» **EXERCISE DETAILS**
Copy exactly the lines that run from the top of the listing to the line containing "-10px;border-radius:9px;box-shadow:0 0 5px", both ends included, and omit the pictures.
⟨
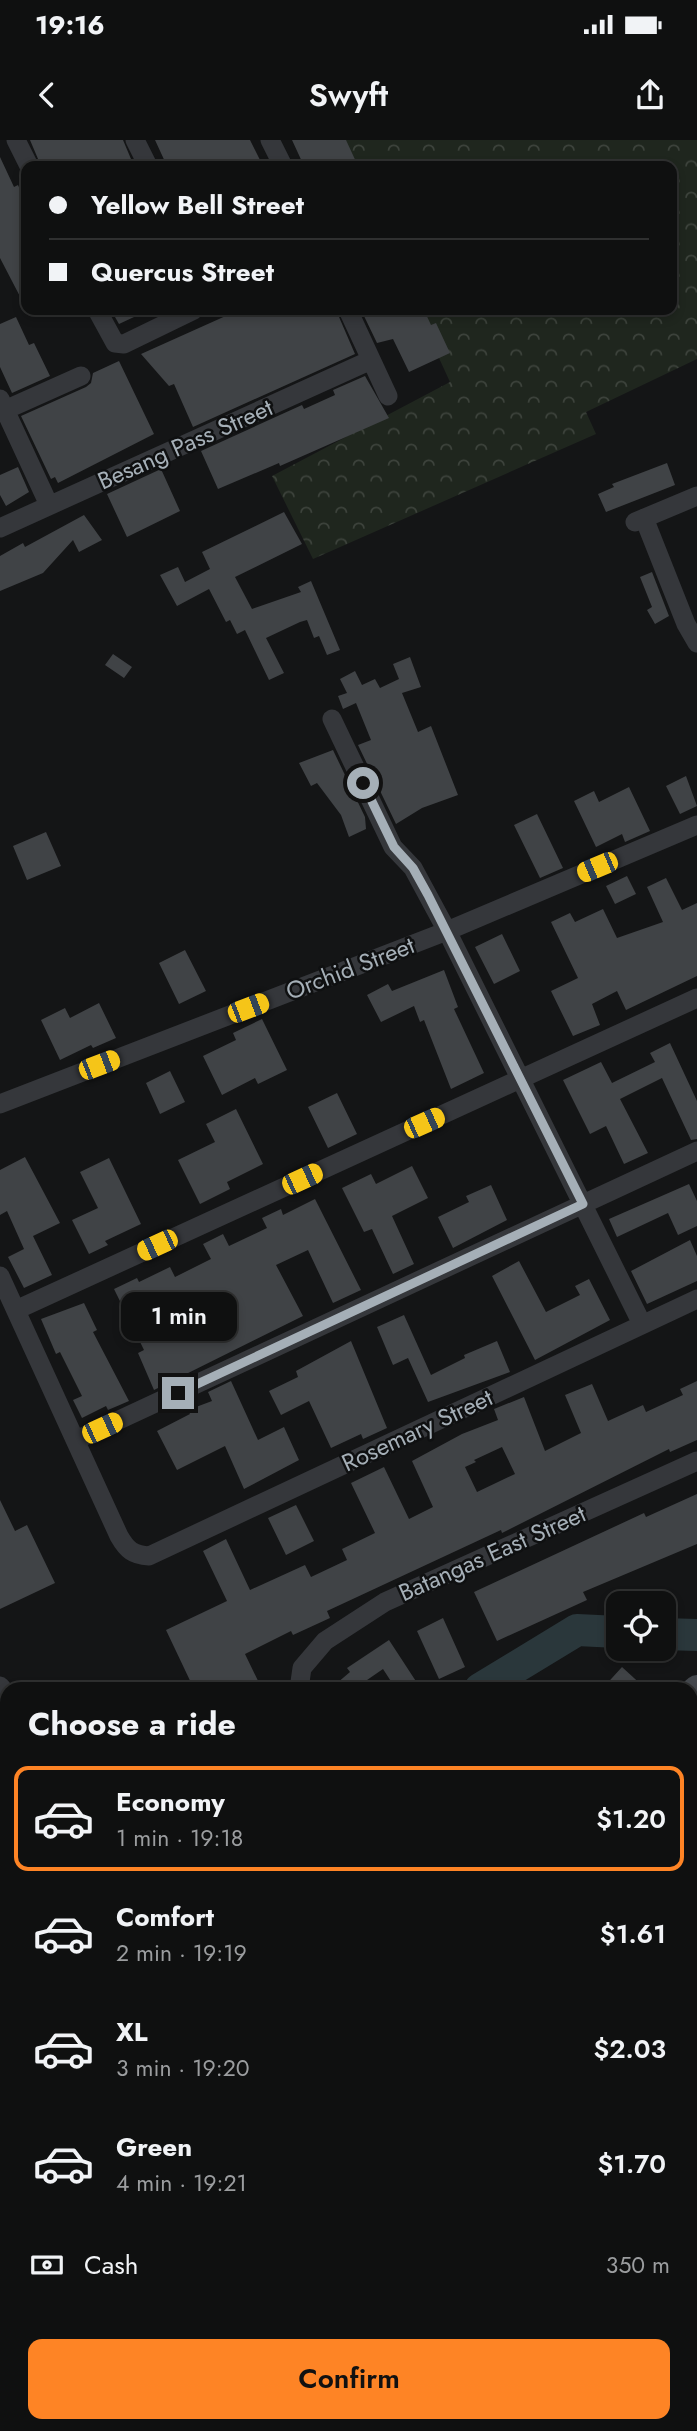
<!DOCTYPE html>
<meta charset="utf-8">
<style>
body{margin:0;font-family:Jost,sans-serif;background:#1d1e1e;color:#f1f3f6;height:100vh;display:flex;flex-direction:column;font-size:26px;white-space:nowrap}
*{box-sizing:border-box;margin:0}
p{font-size:23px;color:#9b9d9f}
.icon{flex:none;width:38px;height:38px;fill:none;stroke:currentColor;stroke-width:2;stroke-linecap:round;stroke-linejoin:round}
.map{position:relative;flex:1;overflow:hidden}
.details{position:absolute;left:0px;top:1542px;width:698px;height:751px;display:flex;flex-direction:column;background:#0f1010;border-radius:21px 21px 0 0;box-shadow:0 4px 10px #0003,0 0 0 2px #2f3030}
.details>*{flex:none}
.banner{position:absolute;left:21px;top:21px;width:656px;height:154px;border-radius:14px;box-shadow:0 4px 10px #0003,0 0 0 2px #2f3030;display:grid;align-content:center;height:154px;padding:0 28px;background:#0f1010}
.fabs{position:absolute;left:606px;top:1451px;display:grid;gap:14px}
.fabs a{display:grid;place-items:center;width:70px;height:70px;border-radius:14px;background:#0f1010;box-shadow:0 4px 10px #0003,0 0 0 2px #2f3030;font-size:35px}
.end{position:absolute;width:32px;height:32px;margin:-16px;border:9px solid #a5afb7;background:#111;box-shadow:0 0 0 4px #111}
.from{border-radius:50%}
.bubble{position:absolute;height:49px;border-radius:14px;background:#0f1010;box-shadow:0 4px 10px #0003,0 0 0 2px #2f3030;font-size:23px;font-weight:600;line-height:49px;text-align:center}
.car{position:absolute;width:21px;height:42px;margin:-21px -10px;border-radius:9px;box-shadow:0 0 5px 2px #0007;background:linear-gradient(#f5c518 24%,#345 0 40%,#f5c518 0 76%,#345 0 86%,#f5c518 0)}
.banner b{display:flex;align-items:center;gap:24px;height:66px;font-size:26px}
.banner b+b{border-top:2px solid #2f3030}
.banner i{width:18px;height:18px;background:#f1f3f6}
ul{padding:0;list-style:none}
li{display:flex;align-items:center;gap:21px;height:105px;margin:0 14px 10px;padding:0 14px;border:4px solid transparent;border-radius:14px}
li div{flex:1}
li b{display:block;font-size:26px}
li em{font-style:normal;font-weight:600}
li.on{border-color:#fe8425}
li>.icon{width:63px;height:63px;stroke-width:1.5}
h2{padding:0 28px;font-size:32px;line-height:84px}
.pay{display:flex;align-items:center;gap:18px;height:77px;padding:0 28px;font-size:26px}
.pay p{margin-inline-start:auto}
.cta{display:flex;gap:14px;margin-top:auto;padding:14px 28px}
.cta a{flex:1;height:80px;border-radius:14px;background:#fe8425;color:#111;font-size:28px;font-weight:600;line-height:80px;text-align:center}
.status{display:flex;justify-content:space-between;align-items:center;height:49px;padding:0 35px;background:#0f1010;direction:ltr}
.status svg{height:19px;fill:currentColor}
header{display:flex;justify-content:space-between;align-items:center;height:91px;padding:0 28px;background:#0f1010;font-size:32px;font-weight:600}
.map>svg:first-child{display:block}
</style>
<div class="status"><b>19:16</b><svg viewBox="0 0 49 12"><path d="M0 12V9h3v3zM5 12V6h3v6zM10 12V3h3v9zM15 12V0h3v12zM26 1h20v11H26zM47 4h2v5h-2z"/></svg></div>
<header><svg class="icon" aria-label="back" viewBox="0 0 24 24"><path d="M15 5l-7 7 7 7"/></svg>Swyft<svg class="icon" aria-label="share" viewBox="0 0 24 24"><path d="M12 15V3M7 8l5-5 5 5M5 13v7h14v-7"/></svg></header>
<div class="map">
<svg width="697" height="2291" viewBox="0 0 697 2291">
<defs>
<pattern id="grass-dots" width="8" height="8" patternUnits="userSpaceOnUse" patternTransform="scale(1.75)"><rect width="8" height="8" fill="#1f261e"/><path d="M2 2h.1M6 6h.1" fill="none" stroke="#3d433c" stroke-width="1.8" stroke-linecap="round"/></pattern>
<pattern id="forest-crowns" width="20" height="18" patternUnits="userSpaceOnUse" patternTransform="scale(1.75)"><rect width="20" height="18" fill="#1f261e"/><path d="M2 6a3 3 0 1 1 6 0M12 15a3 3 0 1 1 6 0" fill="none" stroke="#3d433c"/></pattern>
</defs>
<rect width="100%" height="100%" fill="#141516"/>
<path fill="url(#grass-dots)" d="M 7,2093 L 7,2286 L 136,2286 L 139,2291 L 0,2291 L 0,2094 Z"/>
<path fill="url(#forest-crowns)" d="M 336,0 L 697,0 L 697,219 L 586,272 L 596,294 L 313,419 L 272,336 L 450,242 L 417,170 L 672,170 L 672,26 L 348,26 Z
M 486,2286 L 536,2286 L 539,2291 L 489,2291 Z"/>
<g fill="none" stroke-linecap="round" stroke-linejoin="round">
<path stroke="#2a373b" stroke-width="32" d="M 663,1494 L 697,1495
M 480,1549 L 577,1490 L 618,1492
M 0,1669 L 7,1672"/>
</g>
<path fill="#404346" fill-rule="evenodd" d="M 30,0 L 123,0 L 131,19 L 114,26 L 41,26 Z
M 155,0 L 250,0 L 263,26 L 167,26 Z
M 292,0 L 346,0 L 358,26 L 304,26 Z
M 0,17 L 14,47 L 18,45 L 26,63 L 26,168 L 0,118 Z
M 111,170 L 149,170 L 119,184 Z
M 239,170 L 336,170 L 355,214 L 193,287 L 174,244 L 169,246 L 141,214 Z
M 378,170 L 424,170 L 431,185 L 436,183 L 450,213 L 409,232 L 393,199 L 377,203 L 364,176 Z
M 16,177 L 29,205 L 34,203 L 50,236 L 12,253 L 0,227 L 0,184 Z
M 119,221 L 154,294 L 58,343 L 55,337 L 51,339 L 21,276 L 86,247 L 91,243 L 93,233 Z
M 365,236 L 389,278 L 280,326 L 279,323 L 218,349 L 201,311 L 302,265 L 304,269 L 335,255 L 333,250 Z
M 667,323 L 675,345 L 606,372 L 598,354 L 614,347 L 612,344 Z
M 18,327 L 29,352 L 6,366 L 0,355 L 0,335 Z
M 161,329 L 180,371 L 127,397 L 107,354 Z
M 284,372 L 302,404 L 235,437 L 252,469 L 301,452 L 298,447 L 311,441 L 340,510 L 327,515 L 319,496 L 314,498 L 307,480 L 300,482 L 266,498 L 284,533 L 269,540 L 245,490 L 237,494 L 230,480 L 226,482 L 209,449 L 177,466 L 160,435 L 178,427 L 185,442 L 210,429 L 202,412 Z
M 84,375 L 102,400 L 79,412 L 73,400 L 43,433 L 0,451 L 0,416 L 23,403 L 25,407 Z
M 652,432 L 669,476 L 655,484 L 647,470 L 652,467 L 640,437 Z
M 113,514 L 132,527 L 124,538 L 105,525 Z
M 410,517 L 421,547 L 402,553 L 418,592 L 431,586 L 458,655 L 422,668 L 396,684 L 358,605 L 371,600 L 356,563 L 343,569 L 338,556 L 347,553 L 340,539 L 355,531 L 362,545 L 375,539 L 380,548 L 399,539 L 393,524 Z
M 333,610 L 365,677 L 366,689 L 349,697 L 341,675 L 317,643 L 311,646 L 299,623 Z
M 686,636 L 697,666 L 680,674 L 666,646 Z
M 629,647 L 650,691 L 625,702 L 622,694 L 596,707 L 574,661 L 594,651 L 599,662 Z
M 537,674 L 563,728 L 540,738 L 514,685 Z
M 46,692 L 61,726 L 27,740 L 13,706 Z
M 627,736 L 636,754 L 615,764 L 606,746 Z
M 666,738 L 682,770 L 697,763 L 697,836 L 626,870 L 617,851 L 592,864 L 600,885 L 573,896 L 551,851 L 578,838 L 551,782 L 570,773 L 575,782 L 603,769 L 617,798 L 663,782 L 647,747 Z
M 502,794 L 520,831 L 494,844 L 475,807 Z
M 185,810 L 206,851 L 179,864 L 159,823 Z
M 444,830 L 458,867 L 454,869 L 484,933 L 451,949 L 424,880 L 420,882 L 414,866 L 381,882 L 367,855 L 388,844 L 392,851 Z
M 99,863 L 116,898 L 93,908 L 91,905 L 60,920 L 41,880 L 65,868 L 70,878 Z
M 262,879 L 287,930 L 258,944 L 255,938 L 222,955 L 203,916 L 236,900 L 233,893 Z
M 670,903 L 697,961 L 697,999 L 691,1000 L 662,938 L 620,959 L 648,1013 L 624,1024 L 606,986 L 590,994 L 563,940 L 601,922 L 612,943 L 655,922 L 650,913 Z
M 170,931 L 185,962 L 160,974 L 146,943 Z
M 337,953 L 357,994 L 328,1008 L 308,967 Z
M 236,969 L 263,1024 L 227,1042 L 230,1049 L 200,1064 L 178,1020 L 215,1002 L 206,984 Z
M 25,1017 L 60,1083 L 33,1096 L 52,1135 L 24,1148 L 8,1117 L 24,1109 L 7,1071 L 0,1075 L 0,1030 Z
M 109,1018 L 141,1084 L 105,1101 L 108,1105 L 89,1114 L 72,1080 L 98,1068 L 80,1032 Z
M 412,1026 L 428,1058 L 392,1076 L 414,1124 L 393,1134 L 372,1089 L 364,1092 L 342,1048 L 371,1034 L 376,1044 Z
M 689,1044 L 697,1061 L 697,1086 L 678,1095 L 668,1073 L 617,1097 L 609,1079 Z
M 491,1045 L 507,1080 L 453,1108 L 438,1077 L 469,1062 L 466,1056 Z
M 315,1059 L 361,1150 L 333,1163 L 308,1110 L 276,1125 L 303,1176 L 154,1250 L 138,1213 L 144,1210 L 114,1149 L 137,1138 L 139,1142 L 170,1127 L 175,1137 L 211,1119 L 203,1104 L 223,1094 L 229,1106 L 267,1088 L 262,1078 L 281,1069 L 283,1075 Z
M 690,1100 L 697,1116 L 697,1141 L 647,1164 L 631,1131 Z
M 519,1121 L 546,1172 L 580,1155 L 575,1146 L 589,1139 L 610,1180 L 535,1220 L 492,1136 Z
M 84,1163 L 97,1190 L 93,1192 L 129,1261 L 108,1270 L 106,1266 L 82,1278 L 73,1260 L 82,1256 L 60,1212 L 56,1214 L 41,1179 Z
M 404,1175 L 431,1235 L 465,1218 L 464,1215 L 497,1201 L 510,1232 L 428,1262 L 408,1218 L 393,1225 L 377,1187 Z
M 351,1201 L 387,1288 L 363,1299 L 361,1294 L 331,1308 L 309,1261 L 281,1275 L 269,1251 L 298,1237 L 296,1231 Z
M 231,1241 L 258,1300 L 284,1287 L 299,1320 L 244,1349 L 225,1306 L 177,1330 L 157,1291 L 190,1274 L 188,1270 L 212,1261 L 208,1252 Z
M 697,1241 L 697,1300 L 670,1312 L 669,1309 L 502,1393 L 501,1390 L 327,1471 L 330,1478 L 293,1495 L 291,1491 L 245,1514 L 262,1549 L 194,1549 L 166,1490 L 227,1461 L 203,1411 L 226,1399 L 250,1450 L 305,1425 L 311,1437 L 347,1420 L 342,1409 L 375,1393 L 351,1343 L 384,1327 L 409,1379 L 433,1367 L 412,1321 L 462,1294 L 498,1280 L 494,1269 L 524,1257 L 545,1311 L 581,1293 L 565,1255 L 592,1244 L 608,1281 L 643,1265 L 646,1272 L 683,1255 L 680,1249 ZM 502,1307 L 515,1334 L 477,1352 L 465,1327 L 476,1322 L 474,1320 Z
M 697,1354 L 697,1404 L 583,1452 L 587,1460 L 497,1501 L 474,1452 L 644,1373 L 646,1377 Z
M 0,1360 L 15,1391 L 27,1385 L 55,1443 L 0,1469 Z
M 296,1365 L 314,1401 L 286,1415 L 268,1378 Z
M 443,1478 L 465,1527 L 439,1539 L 417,1491 Z
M 389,1500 L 421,1549 L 396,1549 L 383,1529 L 354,1549 L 330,1549 L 350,1532 L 347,1528 Z
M 622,1527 L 646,1549 L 602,1549 Z"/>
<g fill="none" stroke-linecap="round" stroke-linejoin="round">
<path stroke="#35373b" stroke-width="19" d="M 16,0 L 29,26
M 135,0 L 148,26
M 270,0 L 283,26
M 97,170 L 115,203 L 124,204 L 194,170
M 348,170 L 388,256
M 0,259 L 49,365
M 5,270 L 81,236
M 644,378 L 686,484 L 697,503
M 635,382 L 697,356
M 0,388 L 371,220
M 332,579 L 393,707 L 413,728 L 447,791 L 642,1184
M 0,964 L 447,791 L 697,685
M 0,1136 L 119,1396 C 127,1410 133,1415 149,1416 L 697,1159
M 16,1170 L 697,858
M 76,1300 L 697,1011
M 0,1546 L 7,1554
M 299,1549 L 302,1528 L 325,1501 L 385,1462 L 697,1321
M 691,1818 L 697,1811
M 691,1983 L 697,1986
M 477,2286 L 480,2291
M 639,2286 L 641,2291"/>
<path stroke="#43474c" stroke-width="26" d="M 691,1553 L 697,1548
M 0,1988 L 7,2001
M 148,2286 L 151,2291"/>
</g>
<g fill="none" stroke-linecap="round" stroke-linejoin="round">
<path stroke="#a5afb7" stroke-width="9" d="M 178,1253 L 583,1064 L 428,755 L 413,728 L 394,707 L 363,643"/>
</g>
<g text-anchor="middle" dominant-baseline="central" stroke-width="5" stroke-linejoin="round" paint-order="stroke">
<g font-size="24" fill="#a5afb7" stroke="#0f1011">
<text transform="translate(185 304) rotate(-24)">Besang Pass Street</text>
<text transform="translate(350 828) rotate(-21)">Orchid Street</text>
<text transform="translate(417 1290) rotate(-25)">Rosemary Street</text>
<text transform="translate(492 1413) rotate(-24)">Batangas East Street</text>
</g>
</g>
</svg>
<div class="fabs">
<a><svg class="icon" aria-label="locate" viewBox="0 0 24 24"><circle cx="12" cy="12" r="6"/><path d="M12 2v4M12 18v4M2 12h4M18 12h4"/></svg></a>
</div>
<i class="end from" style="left:363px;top:643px"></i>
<i class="end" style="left:178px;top:1253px"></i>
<div class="bubble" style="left:121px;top:1152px;width:116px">1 min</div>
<i class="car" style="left:597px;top:727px;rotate:247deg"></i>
<i class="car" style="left:248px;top:868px;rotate:69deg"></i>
<i class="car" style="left:99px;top:925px;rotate:69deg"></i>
<i class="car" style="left:424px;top:983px;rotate:66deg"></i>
<i class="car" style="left:302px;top:1039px;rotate:65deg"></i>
<i class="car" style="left:157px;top:1105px;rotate:245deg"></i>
<i class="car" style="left:102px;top:1288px;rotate:65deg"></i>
<div class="banner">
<b><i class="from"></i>Yellow Bell Street</b>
<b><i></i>Quercus Street</b>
</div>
<section class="details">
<h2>Choose a ride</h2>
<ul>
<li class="on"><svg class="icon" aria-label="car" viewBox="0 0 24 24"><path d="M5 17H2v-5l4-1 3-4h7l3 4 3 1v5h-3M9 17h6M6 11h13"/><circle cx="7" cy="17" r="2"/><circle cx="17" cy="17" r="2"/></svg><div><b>Economy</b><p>1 min · 19:18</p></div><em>$1.20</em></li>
<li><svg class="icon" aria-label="car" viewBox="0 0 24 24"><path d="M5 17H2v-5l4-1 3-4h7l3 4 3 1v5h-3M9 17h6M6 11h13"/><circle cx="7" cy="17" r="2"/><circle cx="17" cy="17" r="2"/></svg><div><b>Comfort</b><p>2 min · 19:19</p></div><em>$1.61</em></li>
<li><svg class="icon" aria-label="car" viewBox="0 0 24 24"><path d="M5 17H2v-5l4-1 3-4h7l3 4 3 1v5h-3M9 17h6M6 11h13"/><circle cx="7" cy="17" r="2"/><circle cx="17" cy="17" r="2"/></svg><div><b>XL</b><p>3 min · 19:20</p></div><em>$2.03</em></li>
<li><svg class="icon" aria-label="car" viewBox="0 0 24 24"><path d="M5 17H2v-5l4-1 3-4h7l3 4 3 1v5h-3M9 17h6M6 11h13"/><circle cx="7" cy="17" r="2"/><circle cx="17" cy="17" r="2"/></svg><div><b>Green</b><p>4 min · 19:21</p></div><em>$1.70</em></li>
</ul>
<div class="pay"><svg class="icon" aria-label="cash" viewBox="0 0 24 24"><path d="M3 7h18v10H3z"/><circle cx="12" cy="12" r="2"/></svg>Cash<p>350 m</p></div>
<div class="cta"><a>Confirm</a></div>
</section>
</div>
⟩
» **SOLUTION FOR THIS PROBLEM**
<!DOCTYPE html>
<meta charset="utf-8">
<style>
body{margin:0;font-family:Jost,sans-serif;background:#1d1e1e;color:#f1f3f6;height:100vh;display:flex;flex-direction:column;font-size:26px;white-space:nowrap}
*{box-sizing:border-box;margin:0}
p{font-size:23px;color:#9b9d9f}
.icon{flex:none;width:38px;height:38px;fill:none;stroke:currentColor;stroke-width:2;stroke-linecap:round;stroke-linejoin:round}
.map{position:relative;flex:1;overflow:hidden}
.details{position:absolute;left:0px;top:1542px;width:698px;height:751px;display:flex;flex-direction:column;background:#0f1010;border-radius:21px 21px 0 0;box-shadow:0 4px 10px #0003,0 0 0 2px #2f3030}
.details>*{flex:none}
.banner{position:absolute;left:21px;top:21px;width:656px;height:154px;border-radius:14px;box-shadow:0 4px 10px #0003,0 0 0 2px #2f3030;display:grid;align-content:center;height:154px;padding:0 28px;background:#0f1010}
.fabs{position:absolute;left:606px;top:1451px;display:grid;gap:14px}
.fabs a{display:grid;place-items:center;width:70px;height:70px;border-radius:14px;background:#0f1010;box-shadow:0 4px 10px #0003,0 0 0 2px #2f3030;font-size:35px}
.end{position:absolute;width:32px;height:32px;margin:-16px;border:9px solid #a5afb7;background:#111;box-shadow:0 0 0 4px #111}
.from{border-radius:50%}
.bubble{position:absolute;height:49px;border-radius:14px;background:#0f1010;box-shadow:0 4px 10px #0003,0 0 0 2px #2f3030;font-size:23px;font-weight:600;line-height:49px;text-align:center}
.car{position:absolute;width:21px;height:42px;margin:-21px -10px;border-radius:9px;box-shadow:0 0 5px 2px #0007;background:linear-gradient(#f5c518 24%,#345 0 40%,#f5c518 0 76%,#345 0 86%,#f5c518 0)}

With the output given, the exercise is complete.